# Task instructions
Here is the task for the records below: repeat exactly the lines from the one with "margin:0; font-size:20px; white-space:nowrap;" to the one with "flex:none; width:33px; height:33px;", both included, and nothing else.

# Available data
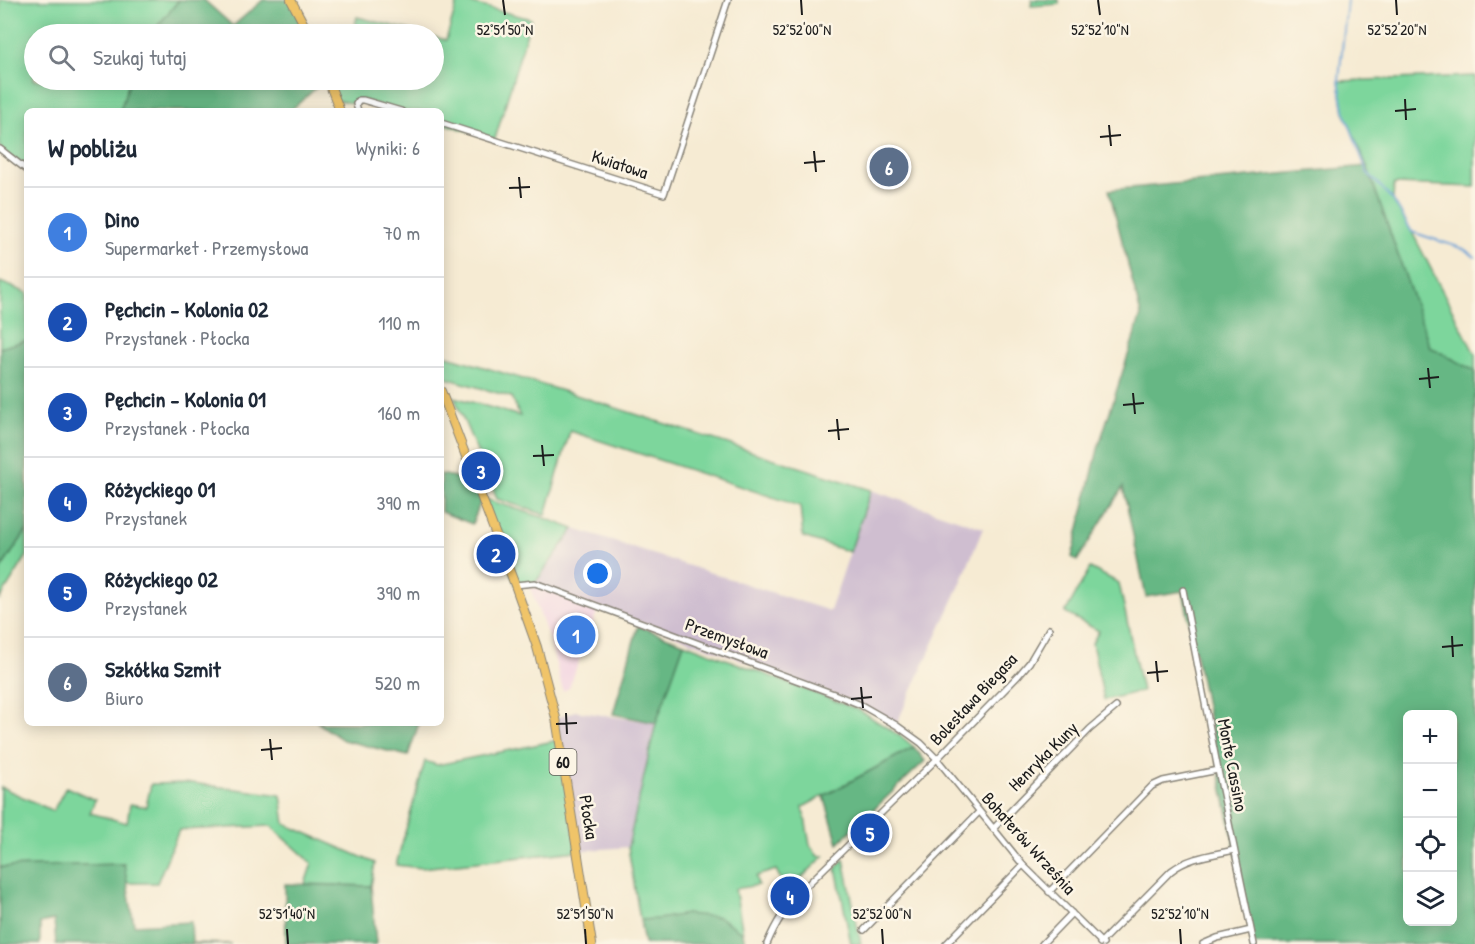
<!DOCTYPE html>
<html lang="pl">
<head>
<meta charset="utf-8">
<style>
  body { margin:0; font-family:"Patrick Hand",sans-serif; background:#f2f2f3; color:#1f2937 }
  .controls { position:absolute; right:18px; bottom:18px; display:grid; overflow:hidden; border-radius:9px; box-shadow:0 3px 15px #0003 }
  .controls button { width:54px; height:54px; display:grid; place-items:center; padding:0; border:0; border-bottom:2px solid #e0e1e3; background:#fff; color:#1f2937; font:30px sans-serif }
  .you { position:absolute; left:598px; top:574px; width:21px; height:21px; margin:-15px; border:4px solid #fff; border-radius:50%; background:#1a73e8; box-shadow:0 0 0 9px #1a73e833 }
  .badge { display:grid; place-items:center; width:39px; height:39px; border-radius:50%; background:#c8321e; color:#fff; font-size:20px; font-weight:700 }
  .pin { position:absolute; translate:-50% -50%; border:3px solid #fff; box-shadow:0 2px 6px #0006 }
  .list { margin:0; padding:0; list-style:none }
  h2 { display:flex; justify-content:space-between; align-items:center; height:78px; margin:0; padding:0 24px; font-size:26px }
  h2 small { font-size:20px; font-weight:400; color:#747a83 }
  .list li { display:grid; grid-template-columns:39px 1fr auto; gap:18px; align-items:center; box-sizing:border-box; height:90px; padding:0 24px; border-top:2px solid #e0e1e3 }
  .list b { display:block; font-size:22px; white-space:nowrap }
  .list p { margin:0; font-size:20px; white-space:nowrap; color:#747a83 }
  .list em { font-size:20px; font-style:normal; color:#747a83 }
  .icon { flex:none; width:33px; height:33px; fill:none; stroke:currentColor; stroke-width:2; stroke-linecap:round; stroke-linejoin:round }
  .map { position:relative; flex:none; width:1475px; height:944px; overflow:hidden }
  .search { position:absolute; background:#fff; box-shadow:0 3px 15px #0003; left:24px; top:24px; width:420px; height:66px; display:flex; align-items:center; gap:15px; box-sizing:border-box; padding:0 21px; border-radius:33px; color:#747a83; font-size:22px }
  .panel { position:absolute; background:#fff; box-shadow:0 3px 15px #0003; left:24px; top:108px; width:420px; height:618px; border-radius:9px }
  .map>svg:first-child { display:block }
</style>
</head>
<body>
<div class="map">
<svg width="1475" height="944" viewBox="0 0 1475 944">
  <rect width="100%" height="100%" fill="#fcf5e5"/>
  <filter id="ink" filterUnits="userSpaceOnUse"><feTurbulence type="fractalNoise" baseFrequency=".0167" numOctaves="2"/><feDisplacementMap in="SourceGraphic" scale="12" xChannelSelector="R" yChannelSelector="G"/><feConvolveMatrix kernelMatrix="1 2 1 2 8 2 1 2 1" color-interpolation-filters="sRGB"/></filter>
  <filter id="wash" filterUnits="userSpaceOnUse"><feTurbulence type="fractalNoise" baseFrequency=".008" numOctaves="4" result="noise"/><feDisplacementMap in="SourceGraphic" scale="24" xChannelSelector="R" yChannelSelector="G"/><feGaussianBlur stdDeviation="1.35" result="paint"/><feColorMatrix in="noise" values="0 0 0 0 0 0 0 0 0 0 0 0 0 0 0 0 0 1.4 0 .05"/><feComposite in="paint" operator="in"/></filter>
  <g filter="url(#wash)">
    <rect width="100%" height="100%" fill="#f6ebd3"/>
    <path fill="#f2d0e2" d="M535 583 599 606 569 688 563 691 550 642 530 587Z"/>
    <path fill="#cfbed0" d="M871 490 983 528 960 585 896 725 861 705 535 583 574 529 830 611Z
      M575 711 656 723 628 847 577 851 556 718Z"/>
    <path fill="#7dd69c" stroke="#4c795c" stroke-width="1.5" d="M0 0H179L151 34H34V80H130L120 111H27V170L0 149Z
      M458 0 531 19 495 139 441 123V111H400L363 100 356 104 336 100 328 80H434V37L446 40Z
      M1032 0H1059V4L1031 6Z
      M357 17 425 34H353Z
      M1475 76V187L1394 184 1393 200 1412 232 1475 354V371L1430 347 1367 166 1344 112 1339 81Z
      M0 282 27 293V340L0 348Z
      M441 354 579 396 871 490 850 552 803 537 800 506 570 431 546 515 497 499 454 397 520 416 511 397 446 378 441 363Z
      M482 498 545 518 574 529 535 583 515 585Z
      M27 530V556L0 599V570Z
      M1090 568 1119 583 1142 691 1104 700 1092 643 1099 631 1065 613Z
      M684 643 859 710 902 737 914 747 803 807 810 845 818 856H824L787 892 776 870 756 876 758 885 735 889 743 933 719 917 640 920 628 847 656 723Z
      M559 740 577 851 421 868 396 865 425 761 437 765Z
      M191 783 281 795 285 824 375 863 371 886 305 884 312 863 271 826 179 830 157 883H127L124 864 0 867 1 787 53 811 66 787 95 800 90 813 127 823 130 804 146 807 151 784Z
      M844 859 861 944H851L836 868Z"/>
    <path fill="#66b784" stroke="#416a50" stroke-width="1.5" fill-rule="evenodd" d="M179 0H204L233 26 263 0H291L309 34H151Z
      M130 80H325L290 111H120Z
      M1367 166 1430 347 1475 371V944H1254L1183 591 1146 597 1123 487 1077 561 1072 557 1099 445 1141 315 1109 190ZM1408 714H1452V922H1408Z
      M27 340V530L0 570V348Z
      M441 474 476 482 482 498 472 524 441 512Z
      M638 626 684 643 656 723 613 714Z
      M318 723H419L408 756 343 740Z
      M914 747 925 761 838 843 824 796Z
      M124 864 134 925 191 922 192 943 231 944H56L54 920 40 923V944H0V867Z
      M285 884 371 886 376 944H286Z
      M686 914 719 917 743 933 745 944H644L640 920 658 919Z"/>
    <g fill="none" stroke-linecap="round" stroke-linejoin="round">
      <path stroke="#69a1d7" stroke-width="2" d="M1347 0 1339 80 1344 110 1367 172 1393 200 1412 232 1464 249 1475 257"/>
    </g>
  </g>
  <g filter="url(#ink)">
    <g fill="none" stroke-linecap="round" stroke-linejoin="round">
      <defs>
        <path id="minor" d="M358 111 356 104 359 100H363L401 111
          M441 123 664 194 728 0
          M0 149 27 170
          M515 585 535 583 834 694 861 705 896 725 921 743 937 759 1023 865 1103 944
          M1183 590 1218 770 1254 944
          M993 829 1090 729 1116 707
          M1049 892 1152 786 1163 781 1218 770
          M864 930 979 812
          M1100 943 1171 871C1189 857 1212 855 1234 850
          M767 944C776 922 786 908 802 890L937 759 1018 676 1029 663 1049 629
          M946 944 1023 865
          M1042 944 1072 913
          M1203 944 1217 938 1251 930"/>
        <path id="primary" d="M291 0 309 34
          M328 80 340 111
          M441 391 515 585 537 647 556 718 592 944"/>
      </defs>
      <use href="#minor" stroke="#898478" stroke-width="8"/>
      <use href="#primary" stroke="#898478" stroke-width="10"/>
      <use href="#minor" stroke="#fff" stroke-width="5"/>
      <use href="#primary" stroke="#f0c469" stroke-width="8"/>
    </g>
  </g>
  <path fill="none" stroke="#1c1c1c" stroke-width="2" d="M503 0 505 15M801 0 802 15M1098 0 1100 15M1396 0 1397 15M1405 99 1406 120M1395 111 1416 109M1109 125 1111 146M1100 137 1121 135M814 151 816 172M804 163 825 161M519 177 521 198M509 188 530 187M1428 368 1430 388M1419 379 1439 377M1133 393 1135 414M1123 405 1144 403M837 419 839 440M828 431 849 429M542 445 544 466M533 456 554 455M1452 636 1453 657M1442 647 1463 645M1156 661 1158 682M1147 673 1168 671M861 687 863 708M851 699 872 697M566 713 567 734M556 724 577 723M270 739 272 760M261 750 282 748M287 929 288 944M585 929 586 944M882 929 883 944M1180 929 1181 944"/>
  <g text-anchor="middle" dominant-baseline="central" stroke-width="5" stroke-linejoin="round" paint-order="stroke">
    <rect fill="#fcf5e5" stroke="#5f5d58" stroke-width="1.5" x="549.5" y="749" width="27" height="26" rx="4.5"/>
    <g font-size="16" font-weight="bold" fill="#1c1c1c">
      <text x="563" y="762">60</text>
    </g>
    <g font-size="18" fill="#1c1c1c" stroke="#fcf5e5">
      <text transform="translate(620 164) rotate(18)">Kwiatowa</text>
      <text transform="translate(727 638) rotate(20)">Przemysłowa</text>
      <text transform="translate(973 699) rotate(-47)">Bolesława Biegasa</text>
      <text transform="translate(1043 756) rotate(-45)">Henryka Kuny</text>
      <text transform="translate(1233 765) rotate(79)">Monte Cassino</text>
      <text transform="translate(589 817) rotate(81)">Płocka</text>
      <text transform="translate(1029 843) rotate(48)">Bohaterów Września</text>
    </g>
  </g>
  <g font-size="15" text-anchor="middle" fill="#1c1c1c" stroke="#fcf5e5" stroke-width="5" stroke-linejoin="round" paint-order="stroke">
    <text x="505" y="35">52°51'50"N</text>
    <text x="802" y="35">52°52'00"N</text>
    <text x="1100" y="35">52°52'10"N</text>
    <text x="1397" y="35">52°52'20"N</text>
    <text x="287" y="919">52°51'40"N</text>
    <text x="585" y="919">52°51'50"N</text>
    <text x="882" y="919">52°52'00"N</text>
    <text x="1180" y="919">52°52'10"N</text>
  </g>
</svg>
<div class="controls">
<button>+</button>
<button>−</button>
<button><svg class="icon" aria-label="locate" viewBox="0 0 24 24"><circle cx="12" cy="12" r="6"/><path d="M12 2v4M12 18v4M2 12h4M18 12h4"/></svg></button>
<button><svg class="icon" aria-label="layers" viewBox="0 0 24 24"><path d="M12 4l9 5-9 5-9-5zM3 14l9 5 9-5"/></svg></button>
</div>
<div class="you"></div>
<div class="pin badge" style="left:576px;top:635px;background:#3f7fe0">1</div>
<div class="pin badge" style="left:496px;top:554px;background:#1a4fb4">2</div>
<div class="pin badge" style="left:481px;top:471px;background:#1a4fb4">3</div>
<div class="pin badge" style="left:790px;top:896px;background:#1a4fb4">4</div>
<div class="pin badge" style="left:870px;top:833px;background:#1a4fb4">5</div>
<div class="pin badge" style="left:889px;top:167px;background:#5c6f8a">6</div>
<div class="search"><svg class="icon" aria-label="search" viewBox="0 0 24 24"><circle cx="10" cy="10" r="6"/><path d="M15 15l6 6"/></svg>Szukaj tutaj</div>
<section class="panel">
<h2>W pobliżu<small>Wyniki: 6</small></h2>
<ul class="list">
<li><span class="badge" style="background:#3f7fe0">1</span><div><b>Dino</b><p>Supermarket · Przemysłowa</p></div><em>70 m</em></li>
<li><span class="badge" style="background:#1a4fb4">2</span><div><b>Pęchcin - Kolonia 02</b><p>Przystanek · Płocka</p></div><em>110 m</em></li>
<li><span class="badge" style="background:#1a4fb4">3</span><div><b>Pęchcin - Kolonia 01</b><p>Przystanek · Płocka</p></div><em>160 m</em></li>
<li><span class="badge" style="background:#1a4fb4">4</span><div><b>Różyckiego 01</b><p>Przystanek</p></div><em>390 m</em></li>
<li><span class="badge" style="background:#1a4fb4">5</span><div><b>Różyckiego 02</b><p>Przystanek</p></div><em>390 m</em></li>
<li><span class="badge" style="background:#5c6f8a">6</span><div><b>Szkółka Szmit</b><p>Biuro</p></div><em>520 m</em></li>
</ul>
</section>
</div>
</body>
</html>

# Solution to this exercise
  .list p { margin:0; font-size:20px; white-space:nowrap; color:#747a83 }
  .list em { font-size:20px; font-style:normal; color:#747a83 }
  .icon { flex:none; width:33px; height:33px; fill:none; stroke:currentColor; stroke-width:2; stroke-linecap:round; stroke-linejoin:round }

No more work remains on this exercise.